A problem which is very similar to the discussed elimination of an area appears if a feature is defined to be represented with different geometry types at different scales, e.g., as a polygon in large scale and a line in small scale. Here the released area needs to be assigned to its neighbors, but also a linear representation must be created. For this problem the following requirement needs to be added.

  1. 6.

    The derived linear shape must reflect the major elongations of the polygon and ignore small anomalies.

For specific classes these requirements need to be concretized and further requirements need to be added. For example, in the case that a linear representation needs to be derived for rivers, other geometric characteristics might be favorable than for road centerlines or landuse polygons. A small recess in the polygon boundary could be an ignorable anomaly for one class, while it is an important characteristic feature in case of the other class. In Sect. 4.2 we will present an algorithm that eliminates skeleton edges corresponding to polygon parts which do not conform to a defined object model. A model for roads will be applied to derive road centerlines. First, however, we will discuss possibilities to satisfy the general requirements stated above.

Skeleton based collapse operator

One possibility to approach the collapse task is to use the triangulation based skeleton [1]. It allows to give different weights to different polygon edges and so the centerline can be shifted such that a greater portion of the area is assigned to semantically similar neighbors. However, the risk to obtain unwanted spikes, i.e., zigzag boundaries is a disadvantage with respect to requirement 2. The medial axis is less sensitive to these disturbances. However, the exact algorithms are hard to adapt to special problems like the partial collapse or the collapse with different weights.

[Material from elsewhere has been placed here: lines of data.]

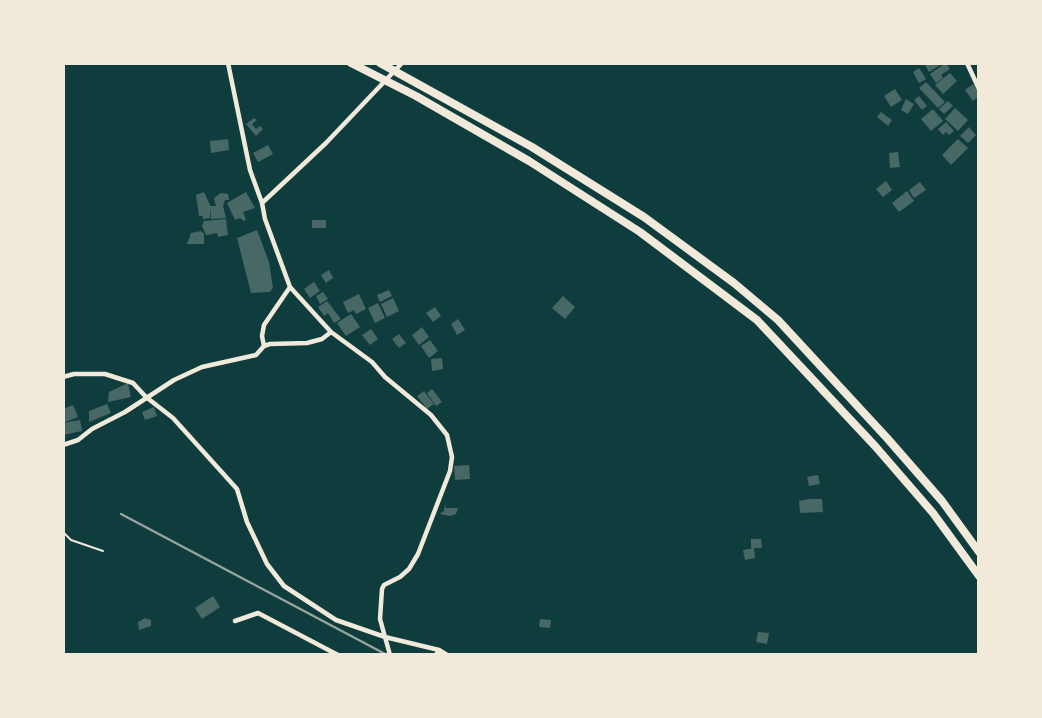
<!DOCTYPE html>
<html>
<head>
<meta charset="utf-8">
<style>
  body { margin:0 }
  #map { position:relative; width:1042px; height:718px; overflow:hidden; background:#0f3d3e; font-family:Lora,serif }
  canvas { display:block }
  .frame { position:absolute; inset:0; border:65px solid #f1e9da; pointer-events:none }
</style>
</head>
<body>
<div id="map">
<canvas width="1042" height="718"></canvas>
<div class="frame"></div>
</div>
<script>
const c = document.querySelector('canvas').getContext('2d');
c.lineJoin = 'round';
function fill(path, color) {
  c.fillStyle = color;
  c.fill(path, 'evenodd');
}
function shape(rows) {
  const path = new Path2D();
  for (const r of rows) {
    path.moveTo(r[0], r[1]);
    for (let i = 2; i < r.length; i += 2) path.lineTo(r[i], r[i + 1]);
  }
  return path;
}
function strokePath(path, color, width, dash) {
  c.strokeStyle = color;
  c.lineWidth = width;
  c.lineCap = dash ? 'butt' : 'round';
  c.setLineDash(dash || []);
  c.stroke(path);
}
const building = shape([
  [924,63,943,63,929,72],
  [946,63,950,69,941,75,943,78,936,83,930,74],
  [919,68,926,79,919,83,913,72],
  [950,73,957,81,943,94,935,85],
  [926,82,945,102,938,108,919,88],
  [973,84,979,92,979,96,973,101,965,90],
  [895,89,902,100,891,107,884,96],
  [919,96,927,106,922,110,914,100],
  [906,99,914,104,908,114,901,110],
  [948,101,953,106,944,114,939,109],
  [955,108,968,120,958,131,945,119],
  [933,109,943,121,931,131,921,119],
  [881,112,892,120,888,126,877,117],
  [254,118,257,120,252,124,256,129,260,126,263,129,256,136,246,124],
  [946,122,954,131,949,135,946,132,943,135,938,129],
  [969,127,976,135,968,143,960,136],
  [228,139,229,150,211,153,210,141],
  [958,139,968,148,951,165,942,155],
  [268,145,273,154,258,162,253,153],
  [898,152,900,167,890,168,889,153],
  [886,181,892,190,883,197,876,189],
  [920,182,926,190,914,198,909,190],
  [907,191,914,201,899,212,892,203],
  [204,192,210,205,210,218,202,219,203,216,199,216,196,195],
  [246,192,255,208,243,212,246,220,244,221,240,218,235,220,227,203],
  [221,193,228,194,229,200,225,200,223,206,226,218,211,219,210,206,216,206,214,198],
  [226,219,228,235,218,237,217,233,206,235,202,226,204,221],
  [312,220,326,220,326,228,312,228],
  [257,230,269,262,273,288,270,292,251,293,237,238],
  [201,231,204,234,204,244,187,244,191,233],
  [329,270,333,278,326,283,321,275],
  [314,282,320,291,310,298,304,289],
  [389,290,392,296,380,302,377,295],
  [323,292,328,299,320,304,316,296],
  [359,294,366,309,356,314,354,310,348,313,343,302],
  [563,296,575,307,565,319,552,308],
  [393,298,399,311,387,317,381,304],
  [327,301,341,319,334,323,328,313,324,316,318,307],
  [378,303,385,318,375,323,368,308],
  [435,307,441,316,433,322,426,313],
  [351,314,360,327,346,336,337,323],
  [458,319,465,330,457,335,451,324],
  [422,327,429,337,419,345,412,335],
  [371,329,378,339,370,345,362,335],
  [399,334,406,343,399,348,392,339],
  [430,340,438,351,429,358,421,346],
  [442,358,443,369,432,371,431,359],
  [128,383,131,397,108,402,109,392],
  [432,389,442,402,436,406,427,393],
  [424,391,434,404,427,409,417,396],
  [107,404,111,413,89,422,89,411],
  [73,405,78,417,63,423,63,409],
  [154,407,157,416,145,420,142,412],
  [80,420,82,431,63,435,63,423],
  [469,465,470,479,455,480,454,466],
  [818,475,820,484,809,486,807,477],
  [809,499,822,499,823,512,800,513,799,501],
  [445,504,446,508,458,508,456,514,450,516,440,514,444,511],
  [751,539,761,539,762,548,751,548],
  [754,548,755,558,745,560,743,550],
  [213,596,220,607,202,619,195,608],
  [145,618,151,620,151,626,139,630,138,622],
  [540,619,551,620,550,628,539,627],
  [758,632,769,633,767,644,756,642]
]);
const path = shape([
  [63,532,71,540,103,551]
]);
const minor = shape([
  [228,63,250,170,262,203,265,219,290,287,331,332,372,362,385,377,431,415,447,435,452,457,450,471,418,554,409,569,400,577,384,585,382,589,380,619,390,655],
  [967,63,979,89],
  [262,203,326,143,402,63],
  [264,346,262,336,264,325,290,287],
  [63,377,74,374,105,374,133,383,146,397,173,418,237,489,247,522,267,564,284,586,336,620,385,637,439,650],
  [63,445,78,440,92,429,125,412,174,380,202,367,256,355,264,346,270,344,307,343,322,339,331,332],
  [235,621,258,613,338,655],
  [436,655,439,650,447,655]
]);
const motorway = shape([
  [351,63,416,96,529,161,640,232,757,320,875,446,933,513,979,576],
  [380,63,532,147,644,217,734,283,778,320,887,438,942,501,979,552]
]);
const rail = shape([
  [121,514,387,655]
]);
fill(building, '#486865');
strokePath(path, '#f1e9da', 2);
strokePath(minor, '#f1e9da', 4.5);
strokePath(motorway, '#f1e9da', 8);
strokePath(rail, '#97a49c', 2.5);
</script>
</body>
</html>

In contrast, it will be shown that the straight skeleton can be applied to all stated problems with simple modifications of the original algorithm. With the straight skeleton extension presented by Tănase and Veltkamp [13], i.e., with multiple additional edges in the reflex vertices, no significant geometric difference exists in comparison to other approximations of the medial axis. However, the smooth skeleton that is produced by the medial axis sometimes does not correspond to the level of granularity of the original object, especially when straight man-made objects like roads or buildings are involved. Here, a less smooth skeleton is needed that can be achieved adding maximally one edge to a reflex vertex as it was shown in Fig. 1d.

The edges of the straight skeleton define a decomposition of the original polygon (Fig. 3b). Each fragment of this decomposition is incident to only one polygon edge, and therefore it can be unambiguously assigned to one of the neighbors. Fragments that result from artificially added planes in reflex vertices can simply be separated by the original bisector into two parts to assign the area to the original polygon edges. Figure 3d shows the resulting map after the application of the collapse operator based on the straight skeleton with equal inclinations of planes.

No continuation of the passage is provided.